**REQUIREMENT:** The lines to find are those in the entries that hold the word "from"; copy every one of them.

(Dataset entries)
-------------------------

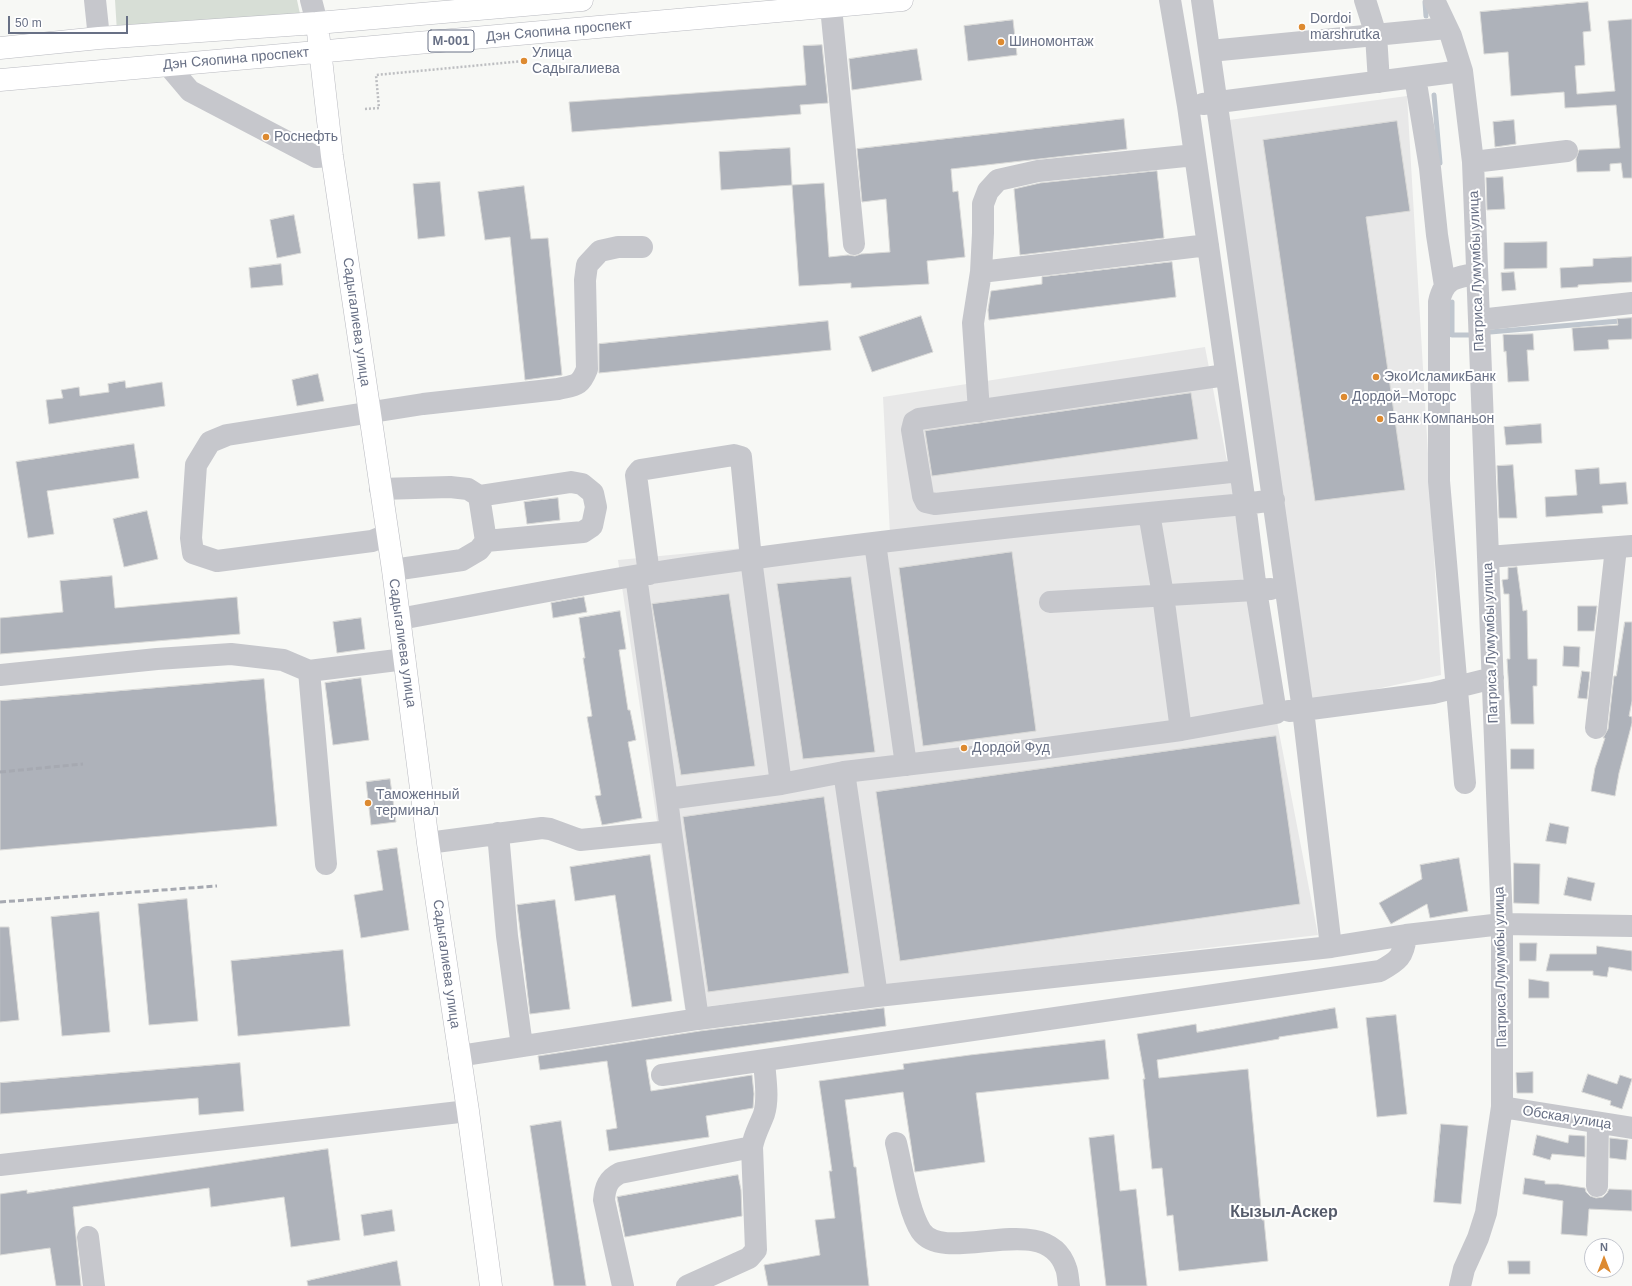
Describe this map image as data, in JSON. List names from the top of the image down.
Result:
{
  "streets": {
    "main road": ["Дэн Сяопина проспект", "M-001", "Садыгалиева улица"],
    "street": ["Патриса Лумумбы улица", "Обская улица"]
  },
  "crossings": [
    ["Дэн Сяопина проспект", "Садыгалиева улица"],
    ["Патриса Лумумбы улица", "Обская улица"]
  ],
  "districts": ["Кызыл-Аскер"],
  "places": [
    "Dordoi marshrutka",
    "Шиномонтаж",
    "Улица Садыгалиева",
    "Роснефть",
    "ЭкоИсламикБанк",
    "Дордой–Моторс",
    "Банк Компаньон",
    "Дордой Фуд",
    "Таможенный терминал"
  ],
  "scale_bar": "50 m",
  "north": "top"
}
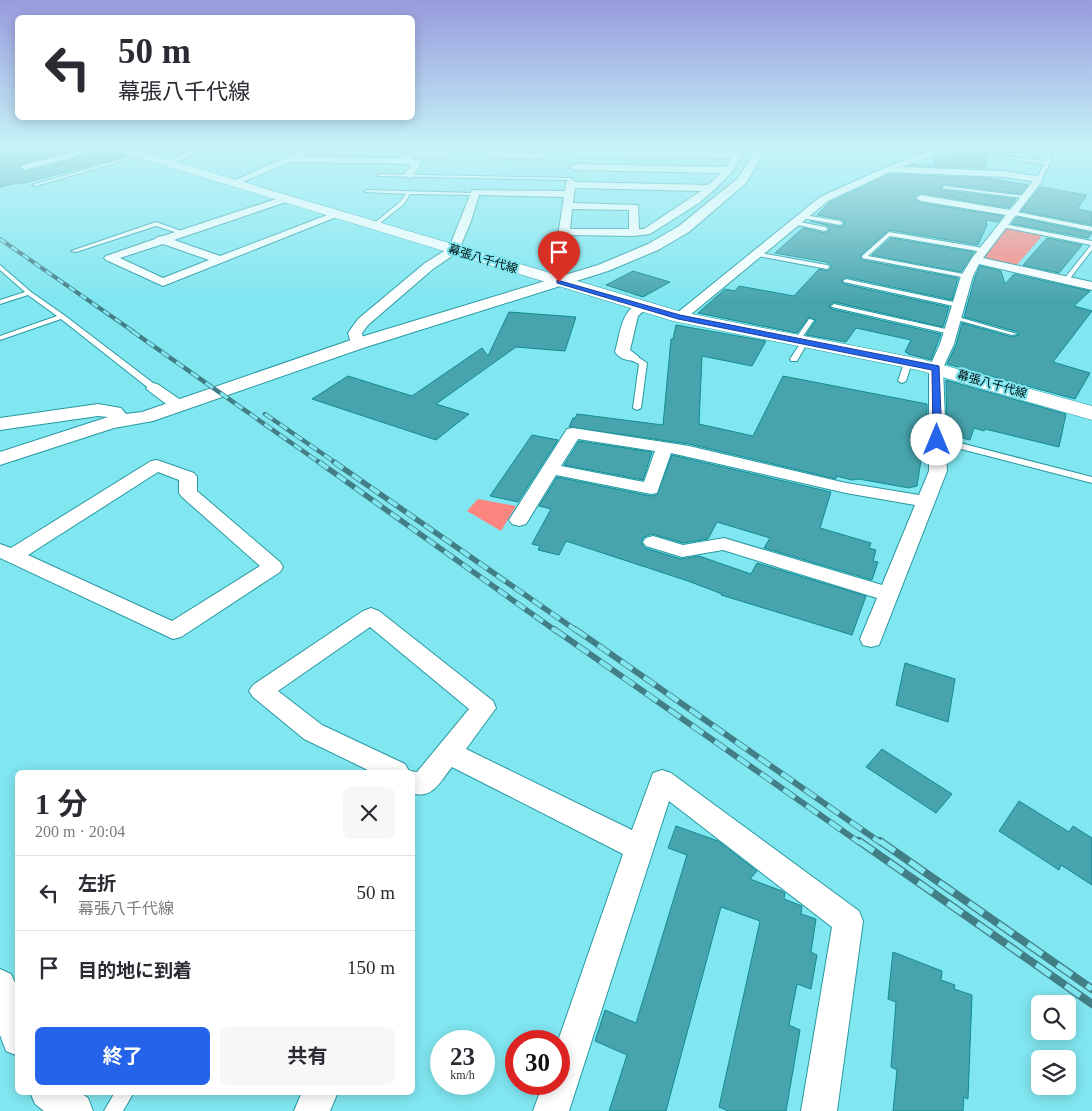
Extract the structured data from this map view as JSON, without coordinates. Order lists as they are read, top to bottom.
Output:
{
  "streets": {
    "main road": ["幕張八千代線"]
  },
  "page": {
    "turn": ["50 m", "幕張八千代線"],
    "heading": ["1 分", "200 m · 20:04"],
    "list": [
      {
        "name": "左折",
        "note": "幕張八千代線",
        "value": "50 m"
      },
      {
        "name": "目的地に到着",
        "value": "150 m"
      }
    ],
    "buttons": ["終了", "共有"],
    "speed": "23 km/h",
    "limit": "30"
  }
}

-------------------------

**RESULT OF THIS EXERCISE:**
Describe this map image as data, in JSON. List names from the top of the image down.
Extract the structured data from this map view as JSON, without coordinates. Order lists as they are read, top to bottom.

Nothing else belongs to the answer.